DIRECTIONS FOR THIS TASK:
Each entry in the material below should be copied without any alteration.

Content starts

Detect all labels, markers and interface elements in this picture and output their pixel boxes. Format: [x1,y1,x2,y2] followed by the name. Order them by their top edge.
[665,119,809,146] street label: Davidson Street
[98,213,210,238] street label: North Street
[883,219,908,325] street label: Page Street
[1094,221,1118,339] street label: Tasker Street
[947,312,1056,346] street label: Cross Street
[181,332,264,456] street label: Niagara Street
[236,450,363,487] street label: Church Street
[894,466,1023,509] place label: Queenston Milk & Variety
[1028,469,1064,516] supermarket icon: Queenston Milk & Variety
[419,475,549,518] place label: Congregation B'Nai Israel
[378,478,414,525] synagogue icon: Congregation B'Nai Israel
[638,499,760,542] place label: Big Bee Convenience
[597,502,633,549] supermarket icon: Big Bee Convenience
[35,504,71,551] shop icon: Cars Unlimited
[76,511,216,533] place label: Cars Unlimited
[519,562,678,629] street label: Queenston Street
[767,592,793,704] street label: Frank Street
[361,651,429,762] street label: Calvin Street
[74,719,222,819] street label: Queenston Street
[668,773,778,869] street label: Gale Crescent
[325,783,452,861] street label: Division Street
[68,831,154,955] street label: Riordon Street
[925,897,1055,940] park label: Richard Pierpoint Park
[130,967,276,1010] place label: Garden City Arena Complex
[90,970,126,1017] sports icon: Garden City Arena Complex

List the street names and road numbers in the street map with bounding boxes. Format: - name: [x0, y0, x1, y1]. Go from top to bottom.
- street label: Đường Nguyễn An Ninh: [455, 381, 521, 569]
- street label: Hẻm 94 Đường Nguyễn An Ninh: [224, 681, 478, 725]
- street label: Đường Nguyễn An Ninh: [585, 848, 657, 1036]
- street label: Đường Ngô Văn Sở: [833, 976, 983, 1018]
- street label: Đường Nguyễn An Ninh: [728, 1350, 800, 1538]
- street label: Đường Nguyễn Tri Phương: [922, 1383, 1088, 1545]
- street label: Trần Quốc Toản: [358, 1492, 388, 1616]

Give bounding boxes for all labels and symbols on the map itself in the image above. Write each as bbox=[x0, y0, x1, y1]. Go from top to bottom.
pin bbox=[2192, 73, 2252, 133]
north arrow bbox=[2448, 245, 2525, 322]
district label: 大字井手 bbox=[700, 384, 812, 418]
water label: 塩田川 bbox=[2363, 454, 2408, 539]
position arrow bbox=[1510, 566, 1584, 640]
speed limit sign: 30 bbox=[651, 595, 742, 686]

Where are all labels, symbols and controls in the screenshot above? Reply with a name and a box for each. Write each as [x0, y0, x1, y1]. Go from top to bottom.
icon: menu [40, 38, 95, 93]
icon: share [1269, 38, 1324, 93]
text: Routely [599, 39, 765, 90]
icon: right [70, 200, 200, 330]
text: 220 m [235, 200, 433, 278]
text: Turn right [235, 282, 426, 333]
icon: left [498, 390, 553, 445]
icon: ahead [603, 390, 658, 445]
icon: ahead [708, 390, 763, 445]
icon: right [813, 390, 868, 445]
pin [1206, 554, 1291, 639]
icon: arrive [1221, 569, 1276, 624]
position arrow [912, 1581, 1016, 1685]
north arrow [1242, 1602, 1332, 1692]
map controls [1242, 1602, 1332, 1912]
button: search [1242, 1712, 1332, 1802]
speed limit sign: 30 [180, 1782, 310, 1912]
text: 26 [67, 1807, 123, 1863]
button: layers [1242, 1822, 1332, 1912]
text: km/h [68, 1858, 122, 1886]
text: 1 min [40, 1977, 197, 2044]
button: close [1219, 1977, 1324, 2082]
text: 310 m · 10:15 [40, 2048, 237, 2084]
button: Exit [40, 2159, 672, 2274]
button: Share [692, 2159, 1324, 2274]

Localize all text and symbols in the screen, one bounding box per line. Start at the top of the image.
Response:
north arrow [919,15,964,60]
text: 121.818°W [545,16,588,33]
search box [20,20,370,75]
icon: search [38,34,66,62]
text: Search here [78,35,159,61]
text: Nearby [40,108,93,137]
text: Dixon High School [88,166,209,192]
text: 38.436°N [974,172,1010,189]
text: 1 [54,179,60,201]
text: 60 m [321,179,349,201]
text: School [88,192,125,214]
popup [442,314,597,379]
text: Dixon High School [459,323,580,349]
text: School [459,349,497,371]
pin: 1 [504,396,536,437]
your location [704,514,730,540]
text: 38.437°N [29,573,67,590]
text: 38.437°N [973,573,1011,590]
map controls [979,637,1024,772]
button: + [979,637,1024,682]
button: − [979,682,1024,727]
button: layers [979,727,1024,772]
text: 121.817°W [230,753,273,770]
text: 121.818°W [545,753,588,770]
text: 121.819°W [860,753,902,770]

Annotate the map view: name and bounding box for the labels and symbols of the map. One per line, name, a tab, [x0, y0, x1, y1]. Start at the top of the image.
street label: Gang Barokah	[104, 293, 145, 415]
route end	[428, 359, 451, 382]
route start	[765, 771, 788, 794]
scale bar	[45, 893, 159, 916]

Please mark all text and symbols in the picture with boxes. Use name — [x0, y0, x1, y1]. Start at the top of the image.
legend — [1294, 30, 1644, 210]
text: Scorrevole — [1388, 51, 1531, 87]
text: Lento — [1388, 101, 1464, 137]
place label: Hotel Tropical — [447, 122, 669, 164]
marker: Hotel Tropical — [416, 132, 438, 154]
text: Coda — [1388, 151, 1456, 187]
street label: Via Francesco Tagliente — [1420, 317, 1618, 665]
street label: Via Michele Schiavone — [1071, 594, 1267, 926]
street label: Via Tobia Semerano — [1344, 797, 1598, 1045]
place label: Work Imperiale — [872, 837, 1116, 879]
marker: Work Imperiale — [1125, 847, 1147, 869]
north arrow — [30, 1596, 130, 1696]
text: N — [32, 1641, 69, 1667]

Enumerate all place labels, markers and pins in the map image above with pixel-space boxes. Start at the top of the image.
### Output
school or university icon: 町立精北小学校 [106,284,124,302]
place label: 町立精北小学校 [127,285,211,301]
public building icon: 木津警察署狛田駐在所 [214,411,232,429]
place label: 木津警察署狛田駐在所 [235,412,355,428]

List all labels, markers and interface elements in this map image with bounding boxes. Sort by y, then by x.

Content ends

ANSWER TO THIS TASK:
Detect all labels, markers and interface elements in this picture and output their pixel boxes. Format: [x1,y1,x2,y2] followed by the name. Order them by their top edge.
[665,119,809,146] street label: Davidson Street
[98,213,210,238] street label: North Street
[883,219,908,325] street label: Page Street
[1094,221,1118,339] street label: Tasker Street
[947,312,1056,346] street label: Cross Street
[181,332,264,456] street label: Niagara Street
[236,450,363,487] street label: Church Street
[894,466,1023,509] place label: Queenston Milk & Variety
[1028,469,1064,516] supermarket icon: Queenston Milk & Variety
[419,475,549,518] place label: Congregation B'Nai Israel
[378,478,414,525] synagogue icon: Congregation B'Nai Israel
[638,499,760,542] place label: Big Bee Convenience
[597,502,633,549] supermarket icon: Big Bee Convenience
[35,504,71,551] shop icon: Cars Unlimited
[76,511,216,533] place label: Cars Unlimited
[519,562,678,629] street label: Queenston Street
[767,592,793,704] street label: Frank Street
[361,651,429,762] street label: Calvin Street
[74,719,222,819] street label: Queenston Street
[668,773,778,869] street label: Gale Crescent
[325,783,452,861] street label: Division Street
[68,831,154,955] street label: Riordon Street
[925,897,1055,940] park label: Richard Pierpoint Park
[130,967,276,1010] place label: Garden City Arena Complex
[90,970,126,1017] sports icon: Garden City Arena Complex

List the street names and road numbers in the street map with bounding boxes. Format: - name: [x0, y0, x1, y1]. Go from top to bottom.
- street label: Đường Nguyễn An Ninh: [455, 381, 521, 569]
- street label: Hẻm 94 Đường Nguyễn An Ninh: [224, 681, 478, 725]
- street label: Đường Nguyễn An Ninh: [585, 848, 657, 1036]
- street label: Đường Ngô Văn Sở: [833, 976, 983, 1018]
- street label: Đường Nguyễn An Ninh: [728, 1350, 800, 1538]
- street label: Đường Nguyễn Tri Phương: [922, 1383, 1088, 1545]
- street label: Trần Quốc Toản: [358, 1492, 388, 1616]

Give bounding boxes for all labels and symbols on the map itself in the image above. Write each as bbox=[x0, y0, x1, y1]. Go from top to bottom.
pin bbox=[2192, 73, 2252, 133]
north arrow bbox=[2448, 245, 2525, 322]
district label: 大字井手 bbox=[700, 384, 812, 418]
water label: 塩田川 bbox=[2363, 454, 2408, 539]
position arrow bbox=[1510, 566, 1584, 640]
speed limit sign: 30 bbox=[651, 595, 742, 686]

Where are all labels, symbols and controls in the screenshot above? Reply with a name and a box for each. Write each as [x0, y0, x1, y1]. Go from top to bottom.
icon: menu [40, 38, 95, 93]
icon: share [1269, 38, 1324, 93]
text: Routely [599, 39, 765, 90]
icon: right [70, 200, 200, 330]
text: 220 m [235, 200, 433, 278]
text: Turn right [235, 282, 426, 333]
icon: left [498, 390, 553, 445]
icon: ahead [603, 390, 658, 445]
icon: ahead [708, 390, 763, 445]
icon: right [813, 390, 868, 445]
pin [1206, 554, 1291, 639]
icon: arrive [1221, 569, 1276, 624]
position arrow [912, 1581, 1016, 1685]
north arrow [1242, 1602, 1332, 1692]
map controls [1242, 1602, 1332, 1912]
button: search [1242, 1712, 1332, 1802]
speed limit sign: 30 [180, 1782, 310, 1912]
text: 26 [67, 1807, 123, 1863]
button: layers [1242, 1822, 1332, 1912]
text: km/h [68, 1858, 122, 1886]
text: 1 min [40, 1977, 197, 2044]
button: close [1219, 1977, 1324, 2082]
text: 310 m · 10:15 [40, 2048, 237, 2084]
button: Exit [40, 2159, 672, 2274]
button: Share [692, 2159, 1324, 2274]

Localize all text and symbols in the screen, one bounding box per line. Start at the top of the image.
Response:
north arrow [919,15,964,60]
text: 121.818°W [545,16,588,33]
search box [20,20,370,75]
icon: search [38,34,66,62]
text: Search here [78,35,159,61]
text: Nearby [40,108,93,137]
text: Dixon High School [88,166,209,192]
text: 38.436°N [974,172,1010,189]
text: 1 [54,179,60,201]
text: 60 m [321,179,349,201]
text: School [88,192,125,214]
popup [442,314,597,379]
text: Dixon High School [459,323,580,349]
text: School [459,349,497,371]
pin: 1 [504,396,536,437]
your location [704,514,730,540]
text: 38.437°N [29,573,67,590]
text: 38.437°N [973,573,1011,590]
map controls [979,637,1024,772]
button: + [979,637,1024,682]
button: − [979,682,1024,727]
button: layers [979,727,1024,772]
text: 121.817°W [230,753,273,770]
text: 121.818°W [545,753,588,770]
text: 121.819°W [860,753,902,770]

Annotate the map view: name and bounding box for the labels and symbols of the map. One per line, name, a tab, [x0, y0, x1, y1]. Start at the top of the image.
street label: Gang Barokah	[104, 293, 145, 415]
route end	[428, 359, 451, 382]
route start	[765, 771, 788, 794]
scale bar	[45, 893, 159, 916]

Please mark all text and symbols in the picture with boxes. Use name — [x0, y0, x1, y1]. Start at the top of the image.
legend — [1294, 30, 1644, 210]
text: Scorrevole — [1388, 51, 1531, 87]
text: Lento — [1388, 101, 1464, 137]
place label: Hotel Tropical — [447, 122, 669, 164]
marker: Hotel Tropical — [416, 132, 438, 154]
text: Coda — [1388, 151, 1456, 187]
street label: Via Francesco Tagliente — [1420, 317, 1618, 665]
street label: Via Michele Schiavone — [1071, 594, 1267, 926]
street label: Via Tobia Semerano — [1344, 797, 1598, 1045]
place label: Work Imperiale — [872, 837, 1116, 879]
marker: Work Imperiale — [1125, 847, 1147, 869]
north arrow — [30, 1596, 130, 1696]
text: N — [32, 1641, 69, 1667]

Enumerate all place labels, markers and pins in the map image above with pixel-space boxes. Start at the top of the image.
### Output
school or university icon: 町立精北小学校 [106,284,124,302]
place label: 町立精北小学校 [127,285,211,301]
public building icon: 木津警察署狛田駐在所 [214,411,232,429]
place label: 木津警察署狛田駐在所 [235,412,355,428]

List all labels, markers and interface elements in this map image with bounding boxes. Sort by y, then by x.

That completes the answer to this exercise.